Heat the oil in the fryer to 130°C and fry the chips for about 4-5 mins or until a light crust forms. Again remove the chips and place them on a tray with some kitchen paper to dry and then put them in the fridge for a further 30 mins to cool.
Put a frying pan or griddle pan on a medium heat and oil and season the stakes with salt and pepper before adding to the pan. Leave the stakes to cook on one side for about 3 minutes before turning. A minute before taking the steaks out add the butter, garlic and rosemary. Using a spoon baste the steaks with the butter. When the Steaks are done remove them from the pan put them in a very low oven to rest while you finish the chips and make the Peppercorn sauce.
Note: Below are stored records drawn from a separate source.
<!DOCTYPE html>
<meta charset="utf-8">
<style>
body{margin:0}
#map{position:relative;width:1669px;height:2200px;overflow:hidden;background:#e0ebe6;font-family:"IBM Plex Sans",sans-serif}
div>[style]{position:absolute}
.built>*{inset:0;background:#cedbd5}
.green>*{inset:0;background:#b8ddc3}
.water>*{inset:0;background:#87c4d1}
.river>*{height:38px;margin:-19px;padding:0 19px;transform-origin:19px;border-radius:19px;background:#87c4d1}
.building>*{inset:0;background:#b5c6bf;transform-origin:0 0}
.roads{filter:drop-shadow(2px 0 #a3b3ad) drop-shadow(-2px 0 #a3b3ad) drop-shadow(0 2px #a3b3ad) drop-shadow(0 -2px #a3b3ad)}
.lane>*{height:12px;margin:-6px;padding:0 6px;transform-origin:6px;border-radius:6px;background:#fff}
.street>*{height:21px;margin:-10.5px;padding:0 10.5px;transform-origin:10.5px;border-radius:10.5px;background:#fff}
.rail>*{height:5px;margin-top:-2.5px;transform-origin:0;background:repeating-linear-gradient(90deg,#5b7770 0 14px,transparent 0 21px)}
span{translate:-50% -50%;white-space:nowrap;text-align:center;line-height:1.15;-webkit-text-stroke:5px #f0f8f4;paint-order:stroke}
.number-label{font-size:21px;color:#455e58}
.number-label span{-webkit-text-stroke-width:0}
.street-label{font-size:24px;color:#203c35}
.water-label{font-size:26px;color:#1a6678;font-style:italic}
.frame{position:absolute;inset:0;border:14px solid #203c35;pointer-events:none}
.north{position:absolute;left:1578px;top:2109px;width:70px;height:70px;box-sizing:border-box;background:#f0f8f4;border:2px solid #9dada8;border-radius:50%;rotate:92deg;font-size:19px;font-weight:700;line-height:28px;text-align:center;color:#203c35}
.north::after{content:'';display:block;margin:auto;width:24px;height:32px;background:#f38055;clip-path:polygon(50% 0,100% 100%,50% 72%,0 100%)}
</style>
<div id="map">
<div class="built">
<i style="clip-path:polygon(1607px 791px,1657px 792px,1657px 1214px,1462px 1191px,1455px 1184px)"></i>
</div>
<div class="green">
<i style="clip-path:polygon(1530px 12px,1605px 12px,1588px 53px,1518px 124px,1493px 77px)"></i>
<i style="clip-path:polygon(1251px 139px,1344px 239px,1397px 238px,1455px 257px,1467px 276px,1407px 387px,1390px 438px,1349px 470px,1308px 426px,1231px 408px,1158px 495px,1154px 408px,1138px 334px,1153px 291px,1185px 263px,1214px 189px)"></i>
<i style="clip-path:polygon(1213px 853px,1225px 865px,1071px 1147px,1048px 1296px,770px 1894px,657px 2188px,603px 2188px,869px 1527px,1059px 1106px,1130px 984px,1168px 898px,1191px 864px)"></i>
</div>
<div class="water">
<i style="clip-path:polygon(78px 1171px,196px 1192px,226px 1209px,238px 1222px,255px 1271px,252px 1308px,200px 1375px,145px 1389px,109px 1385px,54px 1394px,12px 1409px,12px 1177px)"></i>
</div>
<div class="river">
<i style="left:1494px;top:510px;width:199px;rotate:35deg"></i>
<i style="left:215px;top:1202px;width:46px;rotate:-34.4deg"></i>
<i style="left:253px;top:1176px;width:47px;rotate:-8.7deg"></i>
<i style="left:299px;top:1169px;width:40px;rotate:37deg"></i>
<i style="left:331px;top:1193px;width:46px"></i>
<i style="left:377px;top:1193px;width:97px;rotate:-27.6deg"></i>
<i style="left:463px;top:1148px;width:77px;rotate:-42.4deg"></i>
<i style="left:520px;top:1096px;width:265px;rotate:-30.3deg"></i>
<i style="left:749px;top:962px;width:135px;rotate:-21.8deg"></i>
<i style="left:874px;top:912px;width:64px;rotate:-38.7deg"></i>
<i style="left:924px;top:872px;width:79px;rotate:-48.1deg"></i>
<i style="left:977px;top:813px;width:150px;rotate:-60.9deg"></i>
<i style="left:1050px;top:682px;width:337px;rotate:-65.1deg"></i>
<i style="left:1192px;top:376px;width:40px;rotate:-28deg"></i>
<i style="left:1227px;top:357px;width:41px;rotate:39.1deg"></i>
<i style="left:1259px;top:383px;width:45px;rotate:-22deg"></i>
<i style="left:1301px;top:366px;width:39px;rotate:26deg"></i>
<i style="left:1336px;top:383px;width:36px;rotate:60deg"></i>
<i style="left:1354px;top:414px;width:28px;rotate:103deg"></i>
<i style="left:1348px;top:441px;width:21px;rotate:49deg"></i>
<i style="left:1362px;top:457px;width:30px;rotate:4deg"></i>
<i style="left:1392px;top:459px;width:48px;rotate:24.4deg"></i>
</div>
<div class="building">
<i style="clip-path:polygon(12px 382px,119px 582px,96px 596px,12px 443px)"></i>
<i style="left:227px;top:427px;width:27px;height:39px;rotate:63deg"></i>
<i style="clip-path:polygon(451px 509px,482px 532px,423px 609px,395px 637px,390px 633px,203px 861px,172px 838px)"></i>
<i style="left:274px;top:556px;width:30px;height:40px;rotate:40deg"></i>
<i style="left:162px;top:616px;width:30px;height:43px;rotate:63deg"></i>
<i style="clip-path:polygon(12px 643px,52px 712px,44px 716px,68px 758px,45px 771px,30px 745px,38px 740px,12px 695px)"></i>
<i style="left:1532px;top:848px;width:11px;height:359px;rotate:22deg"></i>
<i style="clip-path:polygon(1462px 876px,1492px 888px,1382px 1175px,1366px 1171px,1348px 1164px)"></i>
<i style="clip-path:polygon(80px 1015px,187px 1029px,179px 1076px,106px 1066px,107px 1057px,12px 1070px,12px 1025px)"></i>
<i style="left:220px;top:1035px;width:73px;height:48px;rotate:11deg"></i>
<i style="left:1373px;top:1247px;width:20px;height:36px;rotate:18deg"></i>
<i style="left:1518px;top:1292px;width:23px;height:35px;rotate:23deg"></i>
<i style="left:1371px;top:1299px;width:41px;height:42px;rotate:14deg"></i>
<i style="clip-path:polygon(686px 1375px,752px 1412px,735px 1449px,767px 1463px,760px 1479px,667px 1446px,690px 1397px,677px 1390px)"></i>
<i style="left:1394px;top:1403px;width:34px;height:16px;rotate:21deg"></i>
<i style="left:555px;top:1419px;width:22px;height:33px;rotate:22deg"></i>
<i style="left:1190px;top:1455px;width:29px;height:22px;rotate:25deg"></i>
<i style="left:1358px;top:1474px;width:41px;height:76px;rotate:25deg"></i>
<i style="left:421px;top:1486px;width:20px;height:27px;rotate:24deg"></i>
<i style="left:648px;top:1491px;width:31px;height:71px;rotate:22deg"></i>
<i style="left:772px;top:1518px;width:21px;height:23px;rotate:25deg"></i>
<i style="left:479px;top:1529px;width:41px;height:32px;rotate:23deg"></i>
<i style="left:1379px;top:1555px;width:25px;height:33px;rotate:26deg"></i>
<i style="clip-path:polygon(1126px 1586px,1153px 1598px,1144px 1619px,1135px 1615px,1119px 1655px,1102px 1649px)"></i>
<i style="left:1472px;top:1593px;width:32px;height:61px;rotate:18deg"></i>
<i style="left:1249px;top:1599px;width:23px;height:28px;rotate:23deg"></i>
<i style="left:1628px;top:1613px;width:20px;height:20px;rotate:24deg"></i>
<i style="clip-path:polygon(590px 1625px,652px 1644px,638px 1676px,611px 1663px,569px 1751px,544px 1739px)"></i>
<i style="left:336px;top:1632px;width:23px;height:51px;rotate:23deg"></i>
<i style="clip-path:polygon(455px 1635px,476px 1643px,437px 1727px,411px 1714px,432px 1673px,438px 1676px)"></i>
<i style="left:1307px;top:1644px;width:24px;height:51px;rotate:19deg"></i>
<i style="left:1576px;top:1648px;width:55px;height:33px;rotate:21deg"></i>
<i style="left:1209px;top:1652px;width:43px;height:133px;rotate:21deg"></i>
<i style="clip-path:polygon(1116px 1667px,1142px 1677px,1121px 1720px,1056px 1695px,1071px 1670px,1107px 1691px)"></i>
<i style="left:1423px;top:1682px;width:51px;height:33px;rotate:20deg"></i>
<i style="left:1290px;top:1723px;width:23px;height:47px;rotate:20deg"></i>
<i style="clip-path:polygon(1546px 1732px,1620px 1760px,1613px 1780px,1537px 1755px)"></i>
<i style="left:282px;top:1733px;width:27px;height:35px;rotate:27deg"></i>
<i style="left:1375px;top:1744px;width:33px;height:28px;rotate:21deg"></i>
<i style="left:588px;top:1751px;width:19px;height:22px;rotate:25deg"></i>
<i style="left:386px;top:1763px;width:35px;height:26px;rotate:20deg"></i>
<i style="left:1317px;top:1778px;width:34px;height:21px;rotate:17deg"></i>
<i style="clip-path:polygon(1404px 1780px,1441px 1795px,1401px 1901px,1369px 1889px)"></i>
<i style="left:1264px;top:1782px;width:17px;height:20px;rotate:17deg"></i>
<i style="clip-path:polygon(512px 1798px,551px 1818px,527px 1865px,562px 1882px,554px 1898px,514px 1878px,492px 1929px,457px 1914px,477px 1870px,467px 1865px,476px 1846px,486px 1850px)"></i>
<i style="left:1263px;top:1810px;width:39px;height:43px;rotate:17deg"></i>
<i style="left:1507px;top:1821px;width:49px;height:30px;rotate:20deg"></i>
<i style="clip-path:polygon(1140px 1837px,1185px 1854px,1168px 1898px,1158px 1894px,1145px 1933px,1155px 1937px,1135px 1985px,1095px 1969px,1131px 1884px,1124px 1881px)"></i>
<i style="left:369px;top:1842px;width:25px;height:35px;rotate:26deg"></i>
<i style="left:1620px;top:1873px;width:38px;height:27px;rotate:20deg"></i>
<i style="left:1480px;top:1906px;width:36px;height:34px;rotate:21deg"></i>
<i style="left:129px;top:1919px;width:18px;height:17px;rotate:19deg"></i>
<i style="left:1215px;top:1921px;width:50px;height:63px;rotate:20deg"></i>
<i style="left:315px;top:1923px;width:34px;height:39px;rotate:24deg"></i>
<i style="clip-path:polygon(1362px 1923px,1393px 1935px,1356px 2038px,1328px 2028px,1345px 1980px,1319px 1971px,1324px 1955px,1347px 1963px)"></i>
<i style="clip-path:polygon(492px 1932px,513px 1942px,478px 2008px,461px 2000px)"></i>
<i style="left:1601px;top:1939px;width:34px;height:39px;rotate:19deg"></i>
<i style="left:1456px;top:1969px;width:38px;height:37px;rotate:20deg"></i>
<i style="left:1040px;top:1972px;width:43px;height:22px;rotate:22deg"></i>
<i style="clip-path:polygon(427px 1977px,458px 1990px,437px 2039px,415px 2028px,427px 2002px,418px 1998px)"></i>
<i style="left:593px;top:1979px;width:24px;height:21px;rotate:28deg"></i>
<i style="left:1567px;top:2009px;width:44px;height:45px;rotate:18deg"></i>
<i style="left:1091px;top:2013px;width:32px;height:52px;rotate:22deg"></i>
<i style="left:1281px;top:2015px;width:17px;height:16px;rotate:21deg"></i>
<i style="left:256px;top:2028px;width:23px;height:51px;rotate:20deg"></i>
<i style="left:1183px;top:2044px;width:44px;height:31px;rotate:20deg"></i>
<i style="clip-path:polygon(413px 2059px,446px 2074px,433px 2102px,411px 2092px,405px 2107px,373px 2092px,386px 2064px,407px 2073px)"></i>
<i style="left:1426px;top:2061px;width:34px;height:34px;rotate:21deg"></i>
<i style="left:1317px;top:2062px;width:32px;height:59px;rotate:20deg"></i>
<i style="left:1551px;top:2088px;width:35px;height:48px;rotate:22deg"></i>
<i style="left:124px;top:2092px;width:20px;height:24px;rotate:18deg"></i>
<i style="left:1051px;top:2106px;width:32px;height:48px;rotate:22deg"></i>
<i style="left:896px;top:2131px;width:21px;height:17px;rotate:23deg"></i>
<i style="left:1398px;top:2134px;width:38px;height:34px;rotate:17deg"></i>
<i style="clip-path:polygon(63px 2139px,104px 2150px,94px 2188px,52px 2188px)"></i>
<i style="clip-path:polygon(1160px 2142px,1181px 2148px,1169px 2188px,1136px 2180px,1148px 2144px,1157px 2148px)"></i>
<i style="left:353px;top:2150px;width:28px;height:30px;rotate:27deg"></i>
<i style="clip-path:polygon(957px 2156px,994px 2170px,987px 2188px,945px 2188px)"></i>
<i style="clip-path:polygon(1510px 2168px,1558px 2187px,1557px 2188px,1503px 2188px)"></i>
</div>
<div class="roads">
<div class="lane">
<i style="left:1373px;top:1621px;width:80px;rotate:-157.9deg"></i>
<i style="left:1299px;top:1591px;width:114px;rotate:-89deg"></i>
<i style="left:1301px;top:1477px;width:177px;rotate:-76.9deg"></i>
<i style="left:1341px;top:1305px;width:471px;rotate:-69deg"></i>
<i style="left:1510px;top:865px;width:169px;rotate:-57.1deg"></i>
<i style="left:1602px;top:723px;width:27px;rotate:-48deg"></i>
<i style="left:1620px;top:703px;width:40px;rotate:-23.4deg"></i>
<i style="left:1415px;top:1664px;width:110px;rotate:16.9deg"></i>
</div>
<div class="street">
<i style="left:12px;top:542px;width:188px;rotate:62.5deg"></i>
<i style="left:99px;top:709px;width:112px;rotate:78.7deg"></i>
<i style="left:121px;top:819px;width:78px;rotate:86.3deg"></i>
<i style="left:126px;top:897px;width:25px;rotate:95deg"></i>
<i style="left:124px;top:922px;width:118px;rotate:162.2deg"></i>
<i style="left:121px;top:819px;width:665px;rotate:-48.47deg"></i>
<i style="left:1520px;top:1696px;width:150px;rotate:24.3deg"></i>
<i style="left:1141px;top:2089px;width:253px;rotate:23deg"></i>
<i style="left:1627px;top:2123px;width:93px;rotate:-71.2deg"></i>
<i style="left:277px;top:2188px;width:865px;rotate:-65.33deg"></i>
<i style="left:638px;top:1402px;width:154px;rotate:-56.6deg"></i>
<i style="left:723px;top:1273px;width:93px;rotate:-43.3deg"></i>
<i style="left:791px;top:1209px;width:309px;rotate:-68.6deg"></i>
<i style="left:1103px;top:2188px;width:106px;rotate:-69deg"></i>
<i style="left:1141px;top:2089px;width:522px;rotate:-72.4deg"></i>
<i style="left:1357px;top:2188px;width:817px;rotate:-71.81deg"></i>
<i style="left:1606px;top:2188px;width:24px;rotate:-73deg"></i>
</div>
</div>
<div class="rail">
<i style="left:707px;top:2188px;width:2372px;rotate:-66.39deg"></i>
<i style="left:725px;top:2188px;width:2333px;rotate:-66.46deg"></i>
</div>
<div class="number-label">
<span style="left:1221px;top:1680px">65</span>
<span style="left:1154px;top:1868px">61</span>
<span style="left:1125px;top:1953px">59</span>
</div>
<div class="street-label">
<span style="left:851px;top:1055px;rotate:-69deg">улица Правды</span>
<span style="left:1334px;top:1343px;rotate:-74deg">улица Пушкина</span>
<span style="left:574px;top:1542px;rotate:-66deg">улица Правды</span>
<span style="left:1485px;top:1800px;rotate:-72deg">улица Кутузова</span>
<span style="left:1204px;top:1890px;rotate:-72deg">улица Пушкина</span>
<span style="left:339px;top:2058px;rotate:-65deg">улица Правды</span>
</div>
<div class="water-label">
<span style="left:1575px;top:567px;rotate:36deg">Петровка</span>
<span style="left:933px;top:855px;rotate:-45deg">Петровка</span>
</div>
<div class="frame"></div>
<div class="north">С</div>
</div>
Heat the oil in the deep-fat fryer to 180°C and fry the chips until golden (approximately 7 minutes). Drain and sprinkle with salt.
For the Peppercorn sauce, finely chop the shallot and crush the peppercorns in a pestle and mortar. Remove the garlic and rosemary from the pan and add the shallots and saute for about 3 mins until soft. Add the peppercorns and brandy and boil for another 3 mins. Lower the heat and add the cream and any juices that have escaped from the steaks while they have been resting, then cook for a further 3 mins. Add salt to taste.
Arrange the steak and chips on the plate and garnish with salad. Pour over the peppercorn sauce or serve separately in a jug.